Dabei verstrickt sich ein Snob schnell in Äußerlichkeiten. Ein Beispiel für solche Verstrickungen ist ein snobistisch geprägter Manager, welcher seit vielen Jahren Mitglied in einem Golfklub ist, diesen jedoch schlagartig verlässt, nur weil seine Assistentin eben diesem Golfklub beigetreten ist.

Der Snob Effekt

Der Snob Effekt, welcher in der Wirtschaft bekannt ist, ist folgender: jemand erwirbt von einem Produkt weniger oder gar nichts mehr, rein aus dem Grund, weil auch andere davon kaufen.
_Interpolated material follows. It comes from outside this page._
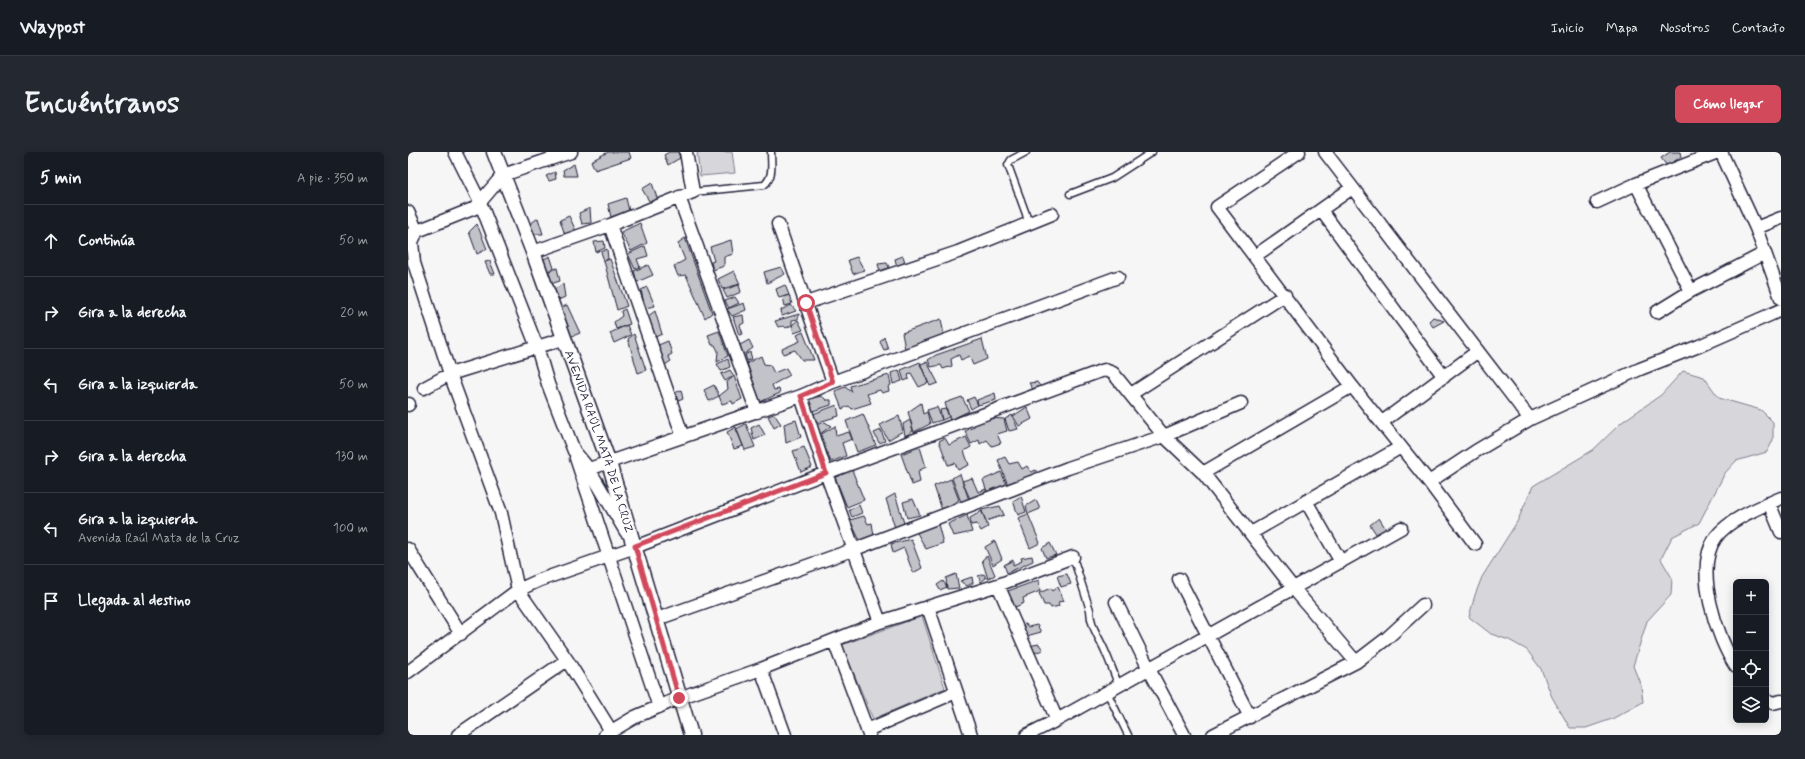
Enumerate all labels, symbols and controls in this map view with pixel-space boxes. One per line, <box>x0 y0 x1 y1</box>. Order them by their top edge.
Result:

Dafür kauft der Snob von den Produkten, welche von den anderen Menschen in sehr wenigen Mengen gekauft werden, große Mengen.

Die Schichten

Eine Gesellschaft ist immer in unterschiedliche Schichten aufgeteilt, so dass man diese sehr komplexe snobistische Verhaltensweise in vielen verschiedenen, unterschiedlichen sozialen Schichten beobachten kann. Dabei sind Snobs vor allem in der Mittelschicht vertreten, was an der Tatsache liegt, dass es für einen Aufstieg oftmals förderlich ist, wenn man absichtlich, gekonnt und herablassend Vornehmheit und Überlegenheit zur Schau zu stellt und sich so gleichzeitig auch im Rang erhöht.

Die Herkunft

Der Begriff „Snob“ an sich kommt aus der englischen Sprache und tauchte dort auch zum ersten Mal im 18. Jahrhundert auf.

Woher aus dem englischsprachigen Raum dieses Wort jedoch genau kommt, ist nicht eindeutig und kann deshalb nur vermutet werden. Dazu gibt es einige Theorien.
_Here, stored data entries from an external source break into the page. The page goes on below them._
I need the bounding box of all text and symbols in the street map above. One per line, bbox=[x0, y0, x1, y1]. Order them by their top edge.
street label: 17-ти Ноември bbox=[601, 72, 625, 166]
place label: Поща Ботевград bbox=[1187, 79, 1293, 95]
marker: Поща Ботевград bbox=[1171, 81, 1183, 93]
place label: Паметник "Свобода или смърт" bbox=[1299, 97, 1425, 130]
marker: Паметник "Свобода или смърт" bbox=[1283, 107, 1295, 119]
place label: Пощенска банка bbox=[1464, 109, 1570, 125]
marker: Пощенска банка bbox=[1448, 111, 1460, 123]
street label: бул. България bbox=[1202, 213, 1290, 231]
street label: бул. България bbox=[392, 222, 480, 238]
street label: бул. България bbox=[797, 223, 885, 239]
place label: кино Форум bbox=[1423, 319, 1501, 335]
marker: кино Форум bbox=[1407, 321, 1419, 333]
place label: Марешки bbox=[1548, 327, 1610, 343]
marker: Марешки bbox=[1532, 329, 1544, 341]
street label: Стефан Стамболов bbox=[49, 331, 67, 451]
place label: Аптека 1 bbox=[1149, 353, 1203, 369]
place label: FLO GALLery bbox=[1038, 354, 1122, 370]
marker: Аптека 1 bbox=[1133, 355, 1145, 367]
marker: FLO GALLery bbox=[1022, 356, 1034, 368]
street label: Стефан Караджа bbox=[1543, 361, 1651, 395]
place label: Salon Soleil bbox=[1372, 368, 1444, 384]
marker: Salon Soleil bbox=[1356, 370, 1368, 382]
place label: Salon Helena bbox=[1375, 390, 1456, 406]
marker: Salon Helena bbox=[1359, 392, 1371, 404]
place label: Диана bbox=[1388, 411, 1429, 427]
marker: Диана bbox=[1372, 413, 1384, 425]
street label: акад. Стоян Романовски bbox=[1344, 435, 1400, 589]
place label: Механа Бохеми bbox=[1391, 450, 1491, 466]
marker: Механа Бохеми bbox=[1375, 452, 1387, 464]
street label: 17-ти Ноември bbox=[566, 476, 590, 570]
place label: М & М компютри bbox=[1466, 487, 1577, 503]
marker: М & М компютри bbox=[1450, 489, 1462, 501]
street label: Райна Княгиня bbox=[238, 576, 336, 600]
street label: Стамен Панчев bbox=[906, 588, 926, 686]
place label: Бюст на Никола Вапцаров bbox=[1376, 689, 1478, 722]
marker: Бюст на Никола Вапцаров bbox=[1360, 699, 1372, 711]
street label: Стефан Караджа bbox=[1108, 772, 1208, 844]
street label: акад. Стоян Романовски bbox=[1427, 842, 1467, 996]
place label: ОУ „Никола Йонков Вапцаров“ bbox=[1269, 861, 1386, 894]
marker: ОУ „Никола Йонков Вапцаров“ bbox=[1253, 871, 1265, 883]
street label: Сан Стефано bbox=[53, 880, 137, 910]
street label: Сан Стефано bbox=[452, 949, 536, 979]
Eine der Theorien betrachtet die Möglichkeit, dass der Begriff des „Snobs“ ein an den Universitäten Cambridge und Oxford verwendeter Zusatz für den Namen war. Die Bedeutung von diesem Namenszusatz ist jedoch nicht belegt, doch eine Annahme ist, dass das Wort „Snob“ der Ausdruck für die Abkürzung „s. nob.“ ist und könnte dementsprechend, ausgeschrieben „sine nobilitate“ bedeuten.

In diesen Fall wäre dies aus der lateinischen Sprache in die deutsche Sprache übersetzt „ohne Adelstitel“ und könnte dementsprechend damals für nichtadelige Studenten der Universitäten verwendet worden sein.
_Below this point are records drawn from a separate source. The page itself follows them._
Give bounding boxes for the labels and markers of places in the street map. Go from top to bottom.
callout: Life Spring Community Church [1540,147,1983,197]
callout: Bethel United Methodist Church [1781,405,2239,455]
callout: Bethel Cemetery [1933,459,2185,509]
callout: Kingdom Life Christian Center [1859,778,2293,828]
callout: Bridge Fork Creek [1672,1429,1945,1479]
Eine andere Theorie besteht darin, dass angenommen wird, dass der Begriff vom schottischen Wort für Schuhmacherlehrling „snab“, abstammt.

Seit der Mitte des 19. Jahrhunderts hat sich das Wort zu dem Begriff „Snob“ entwickelt, wie er zu der heutigen Zeit bekannt ist und beschreibt somit die oben beschriebenen, unangenehmen Zeitgenossen.